The two caps across the coil is very similar to adding a tap to the coil. It is often more convenient that actually trying to add the tap to a small coil, particularly if that coil already has one tap.
 

ian field

Joined Oct 27, 2012
6,536
The 470 pF caps are there to prevent any DC on the lines from entering the tuner. And vice versa.

The two caps across the coil is very similar to adding a tap to the coil. It is often more convenient that actually trying to add the tap to a small coil, particularly if that coil already has one tap.
75R impedance suggests consumer equipment.

Certainly in the case of TV sets that used series chain tube heaters, it was common practice to tie one of the mains wires to chassis - if you used a 2 pin mains plug; there was a 50% chance of the chassis being live. The early solid state sets were no better, the SMPSU would be pretty basic and at best the chassis would be at the negative end of the bridge rectifier.

A tube radio was more likely to have an isolating mains transformer, and I can't remember seeing any solid state mains radios that didn't.
 

Thread Starter

Himanshoo

Joined Apr 3, 2015
265
The two caps across the coil is very similar to adding a tap to the coil.

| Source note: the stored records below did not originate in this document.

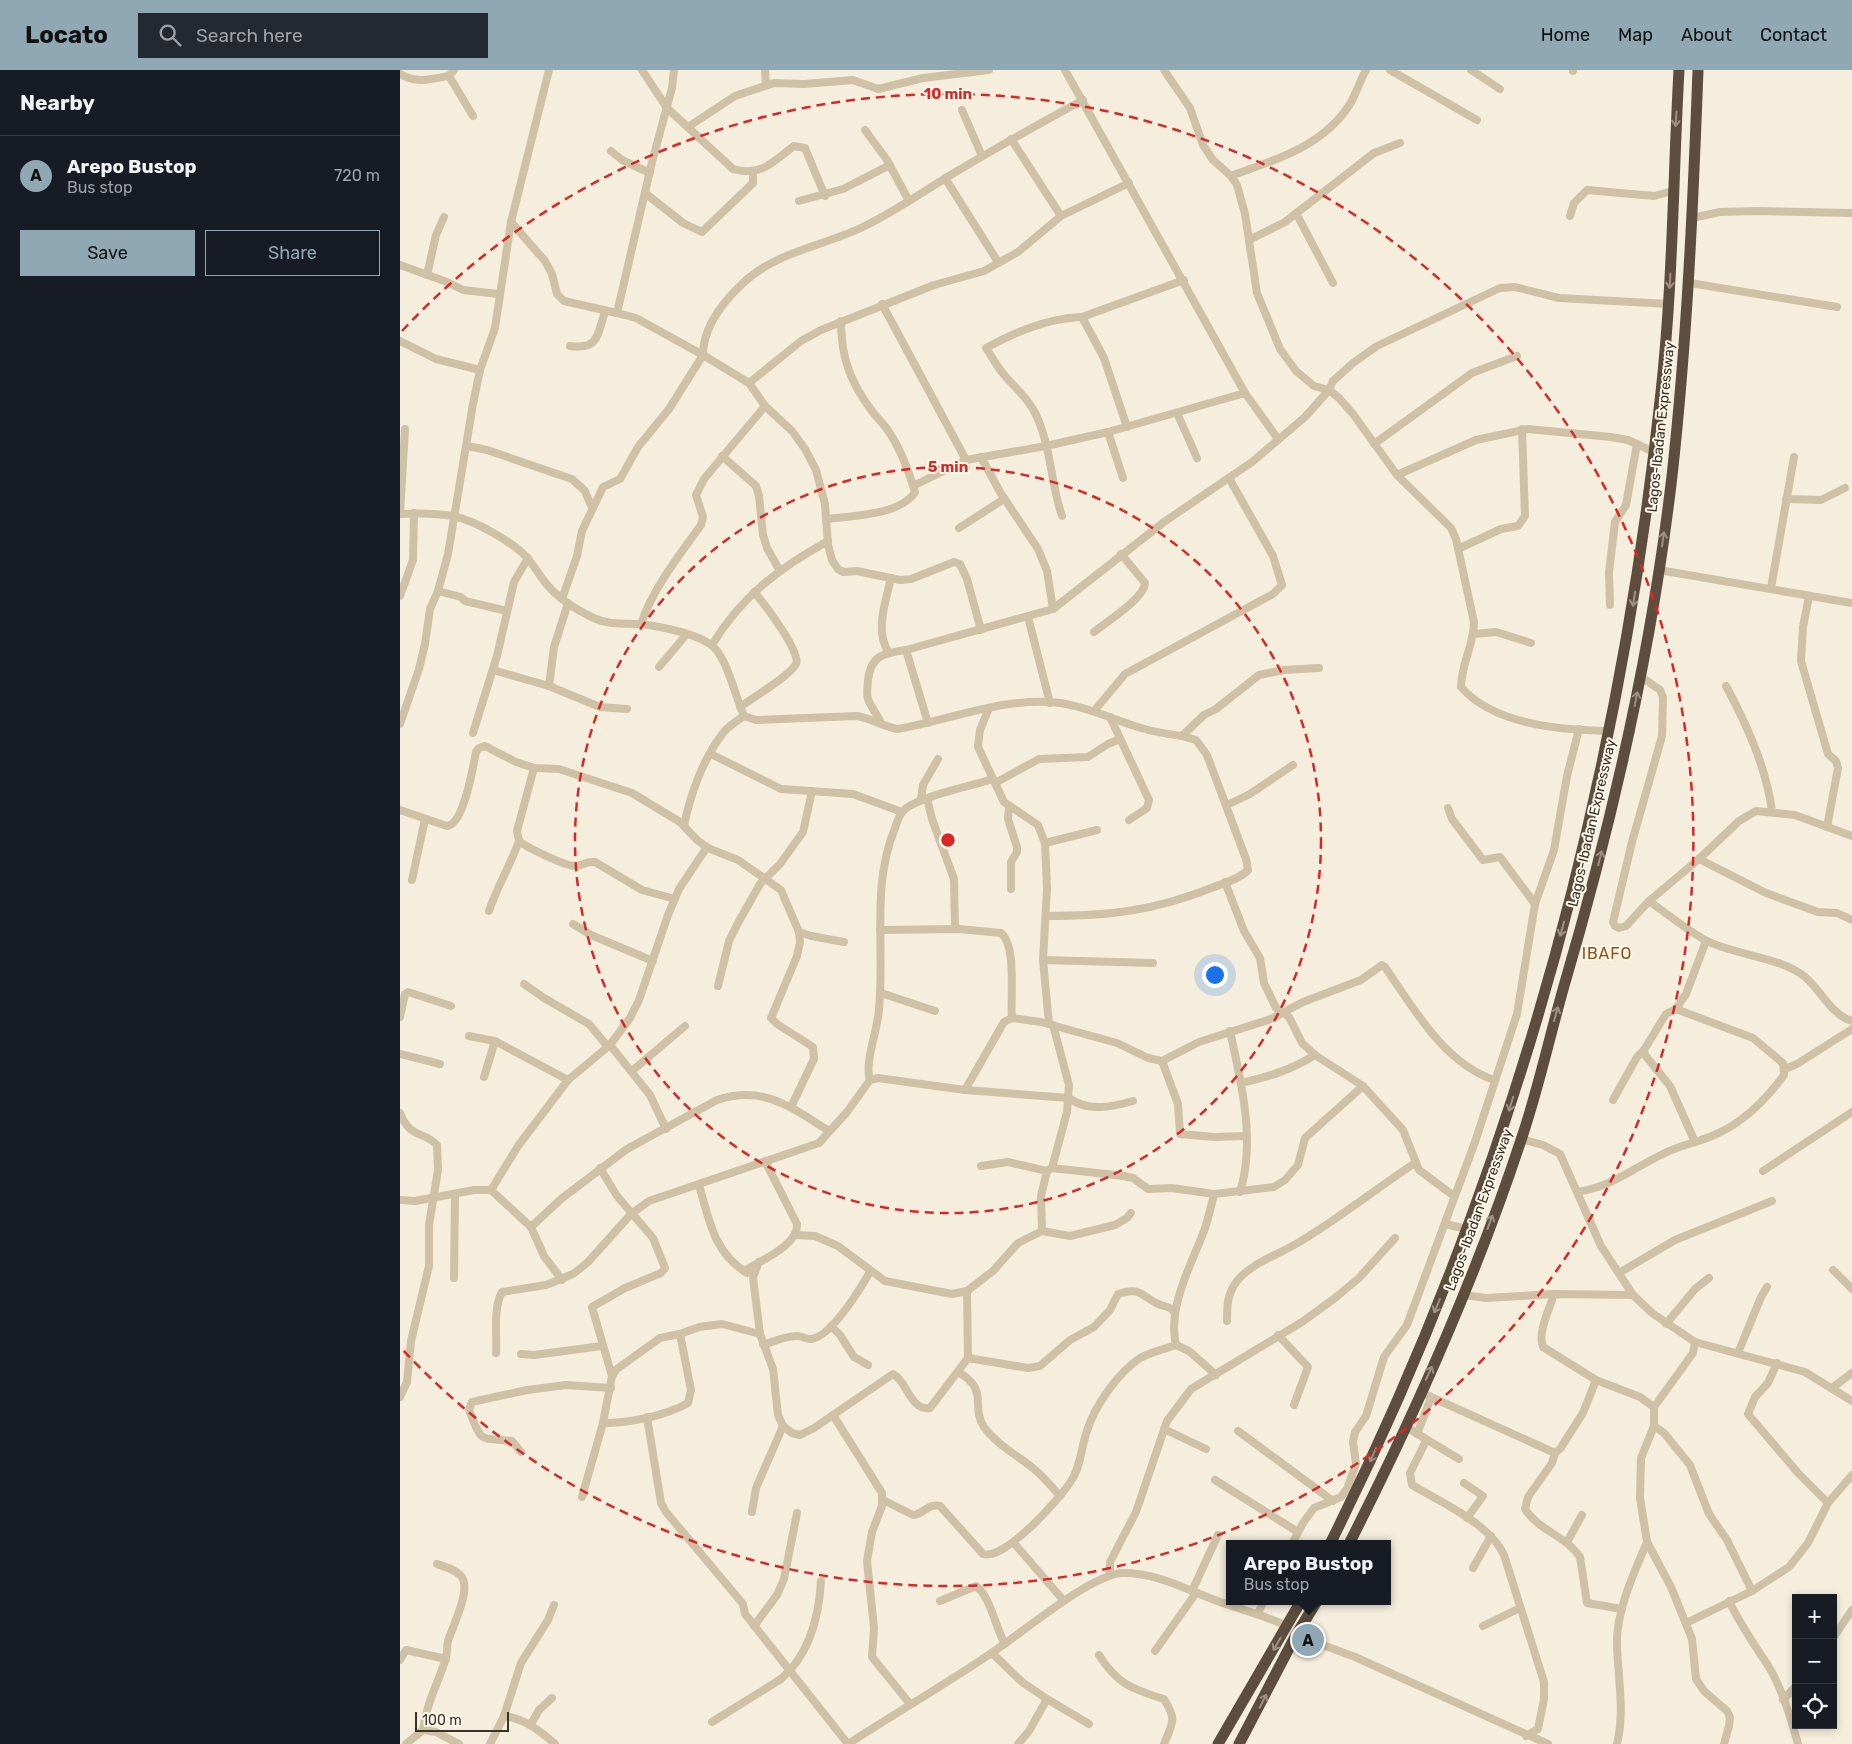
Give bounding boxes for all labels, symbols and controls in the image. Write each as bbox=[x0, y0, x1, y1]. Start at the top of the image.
search box bbox=[138, 13, 488, 58]
text: Locato bbox=[25, 21, 108, 49]
icon: search bbox=[156, 21, 184, 49]
text: Search here bbox=[196, 24, 303, 47]
text: Home bbox=[1541, 24, 1590, 46]
text: Map bbox=[1618, 24, 1653, 46]
text: About bbox=[1681, 24, 1732, 46]
text: Contact bbox=[1760, 24, 1827, 46]
text: 10 min bbox=[924, 85, 972, 103]
text: Nearby bbox=[20, 90, 95, 115]
one-way arrow bbox=[1672, 110, 1681, 126]
text: Arepo Bustop bbox=[67, 155, 197, 178]
text: A bbox=[30, 166, 42, 185]
text: 720 m bbox=[334, 166, 380, 185]
text: Bus stop bbox=[67, 178, 133, 197]
button: Save bbox=[20, 230, 195, 276]
button: Share bbox=[205, 230, 380, 276]
one-way arrow bbox=[1665, 273, 1674, 289]
street label: Lagos-Ibadan Expressway bbox=[1644, 341, 1678, 513]
text: 5 min bbox=[928, 458, 968, 476]
one-way arrow bbox=[1658, 531, 1668, 547]
one-way arrow bbox=[1628, 591, 1638, 607]
one-way arrow bbox=[1631, 692, 1641, 708]
street label: Lagos-Ibadan Expressway bbox=[1564, 737, 1620, 908]
centre of rings bbox=[939, 831, 957, 849]
one-way arrow bbox=[1596, 850, 1605, 866]
one-way arrow bbox=[1557, 920, 1567, 936]
district label: IBAFO bbox=[1582, 944, 1632, 963]
your location bbox=[1202, 962, 1228, 988]
one-way arrow bbox=[1552, 1007, 1562, 1023]
one-way arrow bbox=[1505, 1095, 1515, 1111]
street label: Lagos-Ibadan Expressway bbox=[1442, 1126, 1516, 1293]
one-way arrow bbox=[1486, 1215, 1495, 1230]
one-way arrow bbox=[1432, 1298, 1442, 1313]
one-way arrow bbox=[1425, 1366, 1434, 1381]
one-way arrow bbox=[1368, 1447, 1378, 1462]
popup bbox=[1226, 1540, 1391, 1605]
text: Arepo Bustop bbox=[1244, 1552, 1373, 1575]
text: Bus stop bbox=[1244, 1575, 1309, 1594]
map controls bbox=[1792, 1594, 1837, 1729]
button: + bbox=[1792, 1594, 1837, 1639]
pin: A bbox=[1292, 1621, 1324, 1659]
one-way arrow bbox=[1272, 1636, 1282, 1651]
button: − bbox=[1792, 1639, 1837, 1684]
button: locate bbox=[1792, 1684, 1837, 1729]
one-way arrow bbox=[1259, 1694, 1268, 1709]
scale bar bbox=[415, 1709, 509, 1732]
text: 100 m bbox=[422, 1712, 462, 1729]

It is often more convenient that actually trying to add the tap to a small coil, particularly if that coil already has one tap.
Literally I don't know the technicality of the circuit as how its working for each instantaneous value of the rf signal coming from the antenna to the later part of this circuit..all I know is that the tapped coil and the two capacitors forms a parallel LC impedance matching circuit and at some point of resonance the value of the impedance of the LC component goes so high so that no current flows through them and the voltage is directly coupled to the other part of the circuit.

So I would appreciate a detailed working of this matching circuit for each RF half cycle of input signal voltage..
 

Ylli

Joined Nov 13, 2015
1,086
Without knowing quite a bit more about the circuit, an in depth explanation would be rather tough. To start, I would determine the load on the network. Add the 15 pF cap in parallel with the load. Convert to a series network and determine the equivalent capacitance with the 10 pF in series. Convert back to a parallel network and put it across the inductor. Find the resonance frequency. Determine the tap location on the coil. Approximate the impedance transformation for the coil tap.

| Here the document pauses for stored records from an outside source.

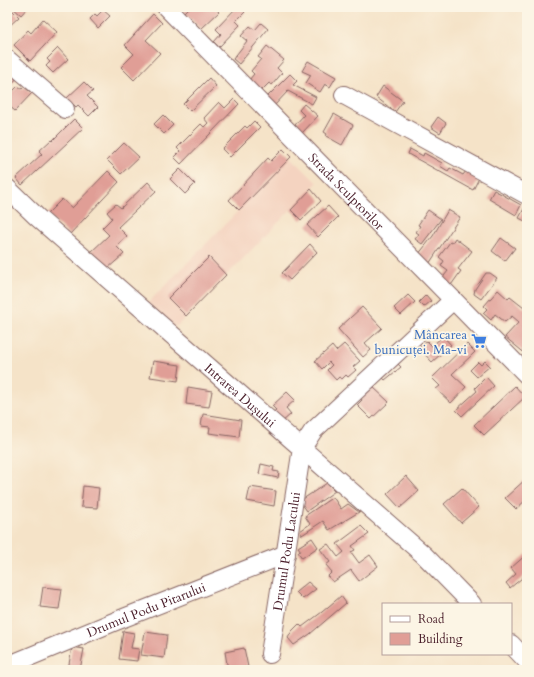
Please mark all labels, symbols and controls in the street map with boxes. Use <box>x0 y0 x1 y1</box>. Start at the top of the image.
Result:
street label: Strada Sculptorilor <box>304 149 388 235</box>
place label: Mâncarea bunicuței. Ma-vi <box>374 326 467 359</box>
supermarket icon: Mâncarea bunicuței. Ma-vi <box>470 332 488 350</box>
street label: Intrarea Dușului <box>200 359 280 432</box>
street label: Drumul Podu Lacului <box>269 490 305 612</box>
street label: Drumul Podu Pitarului <box>84 578 209 642</box>
legend <box>382 603 512 655</box>
text: Road <box>418 611 445 627</box>
text: Building <box>418 631 463 647</box>

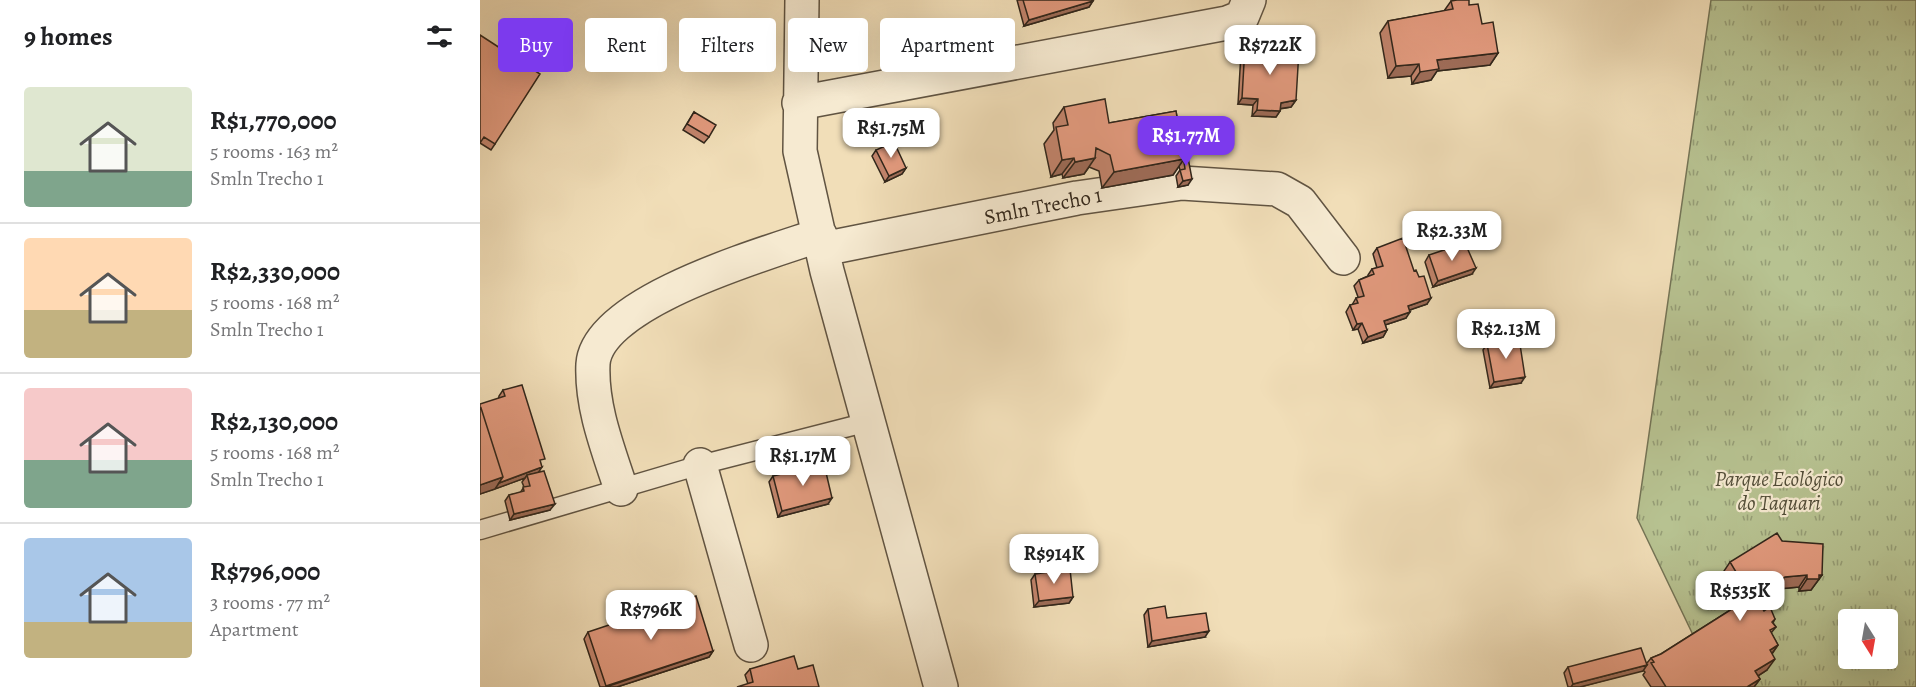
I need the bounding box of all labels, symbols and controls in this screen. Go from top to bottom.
chip: Buy [498,18,573,72]
chip: Rent [585,18,667,72]
chip: Filters [679,18,776,72]
chip: New [788,18,868,72]
chip: Apartment [880,18,1015,72]
text: 9 homes [24,19,113,54]
icon: filters [423,20,456,53]
pin: R$722K [1221,25,1319,76]
text: R$722K [1238,31,1302,58]
text: R$1,770,000 [210,103,337,138]
pin: R$1.75M [836,108,946,159]
icon: home [72,111,144,183]
text: R$1.75M [857,114,925,141]
pin: R$1.77M [1131,116,1241,167]
text: R$1.77M [1152,122,1220,149]
text: 5 rooms · 163 m² [210,138,338,165]
text: Smln Trecho 1 [210,165,324,192]
street label: Smln Trecho 1 [982,181,1104,231]
pin: R$2.33M [1397,211,1507,262]
text: R$2.33M [1416,217,1488,244]
text: R$2,330,000 [210,254,340,289]
icon: home [72,262,144,334]
text: 5 rooms · 168 m² [210,289,339,316]
pin: R$2.13M [1451,309,1561,360]
text: R$2.13M [1471,315,1541,342]
text: Smln Trecho 1 [210,316,324,343]
text: R$2,130,000 [210,404,338,439]
icon: home [72,412,144,484]
pin: R$1.17M [748,436,858,487]
text: 5 rooms · 168 m² [210,439,339,466]
text: R$1.17M [769,442,837,469]
park label: Parque Ecológico do Taquari [1715,465,1843,517]
text: Smln Trecho 1 [210,466,324,493]
pin: R$914K [1005,534,1103,585]
text: R$914K [1023,540,1085,567]
text: R$796,000 [210,554,320,589]
icon: home [72,562,144,634]
pin: R$535K [1691,571,1789,622]
text: R$535K [1710,577,1770,604]
text: 3 rooms · 77 m² [210,589,330,616]
pin: R$796K [602,590,700,641]
text: R$796K [620,596,682,623]
north arrow [1838,609,1898,669]
map controls [1838,609,1898,669]
text: Apartment [210,616,299,643]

What else would you like to determine?
 
The impedance matching is all done in the BALUN. The unbalance match may not even be 75 ohms.

At one point the tube sets had filaments that added up to about 120 V, so you had 37 V filaments and neutral went to chassis ground. They were fitted with polarized plugs. An isolation transformer was a must when working on these sets.
 

Thread Starter

Himanshoo

Joined Apr 3, 2015
265
If we shift our discussion from balun to impedance matching network L1 acts as an auto transformer with turns ratio that is equal to the square root of impedance ratio.
In impedance ratio one impedance is 75 ohm and other is the input impedance of Q1, but the problem is that I don't know the value of input impedance hence without this value one cannot get the turns ratio, therefore without this other values of circuit elements cannot be determined....

So how can I be able to calculate the input impedance..in order to calculate the turns ratio ??
 
Last edited:

Ylli

Joined Nov 13, 2015
1,086
I'd measure it with a network analyzer. If you can come up with an appropriate model for the input transistor, you may be able to throw the circuit into simulation and come up with a close answer. Calculate it by hand? I haven't a clue.
 

Thread Starter

Himanshoo

Joined Apr 3, 2015
265
A full analysis is a bit complicated and beyond my ability to explain it. Do a search on "tapped capacitor impedance matching" and you will get pages such as http://analog.intgckts.com/impedance-matching/tapped-capacitor-matching/ that will take you into the math.
The network is just a kind of resonant circuit which resonates and provides selectivity and C1 and C2 acts as a impedance transformer which fools the load impedance and make it see the source impedance equal to its value.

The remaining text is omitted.